(Saved data entries)
▽

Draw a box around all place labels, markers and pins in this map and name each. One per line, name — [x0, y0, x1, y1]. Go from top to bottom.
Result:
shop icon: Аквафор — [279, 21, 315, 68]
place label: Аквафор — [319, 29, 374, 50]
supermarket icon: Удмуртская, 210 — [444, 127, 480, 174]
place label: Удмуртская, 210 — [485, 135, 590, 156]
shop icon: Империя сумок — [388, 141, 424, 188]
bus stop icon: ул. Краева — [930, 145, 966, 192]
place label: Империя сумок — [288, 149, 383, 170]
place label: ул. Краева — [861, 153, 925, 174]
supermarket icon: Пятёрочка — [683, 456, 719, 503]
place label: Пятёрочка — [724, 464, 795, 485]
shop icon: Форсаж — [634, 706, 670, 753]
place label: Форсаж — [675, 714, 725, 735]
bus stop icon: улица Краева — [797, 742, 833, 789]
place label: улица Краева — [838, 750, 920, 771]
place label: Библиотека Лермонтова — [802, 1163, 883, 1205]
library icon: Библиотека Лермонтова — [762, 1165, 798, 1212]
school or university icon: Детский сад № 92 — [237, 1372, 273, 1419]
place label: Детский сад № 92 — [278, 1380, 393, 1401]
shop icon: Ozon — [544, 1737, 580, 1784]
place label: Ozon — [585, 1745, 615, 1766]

△

▶ [To do]: All of the data above needs to be set down again exactly. Include every line.

▶ [Output]:
Draw a box around all place labels, markers and pins in this map and name each. One per line, name — [x0, y0, x1, y1]. Go from top to bottom.
Result:
shop icon: Аквафор — [279, 21, 315, 68]
place label: Аквафор — [319, 29, 374, 50]
supermarket icon: Удмуртская, 210 — [444, 127, 480, 174]
place label: Удмуртская, 210 — [485, 135, 590, 156]
shop icon: Империя сумок — [388, 141, 424, 188]
bus stop icon: ул. Краева — [930, 145, 966, 192]
place label: Империя сумок — [288, 149, 383, 170]
place label: ул. Краева — [861, 153, 925, 174]
supermarket icon: Пятёрочка — [683, 456, 719, 503]
place label: Пятёрочка — [724, 464, 795, 485]
shop icon: Форсаж — [634, 706, 670, 753]
place label: Форсаж — [675, 714, 725, 735]
bus stop icon: улица Краева — [797, 742, 833, 789]
place label: улица Краева — [838, 750, 920, 771]
place label: Библиотека Лермонтова — [802, 1163, 883, 1205]
library icon: Библиотека Лермонтова — [762, 1165, 798, 1212]
school or university icon: Детский сад № 92 — [237, 1372, 273, 1419]
place label: Детский сад № 92 — [278, 1380, 393, 1401]
shop icon: Ozon — [544, 1737, 580, 1784]
place label: Ozon — [585, 1745, 615, 1766]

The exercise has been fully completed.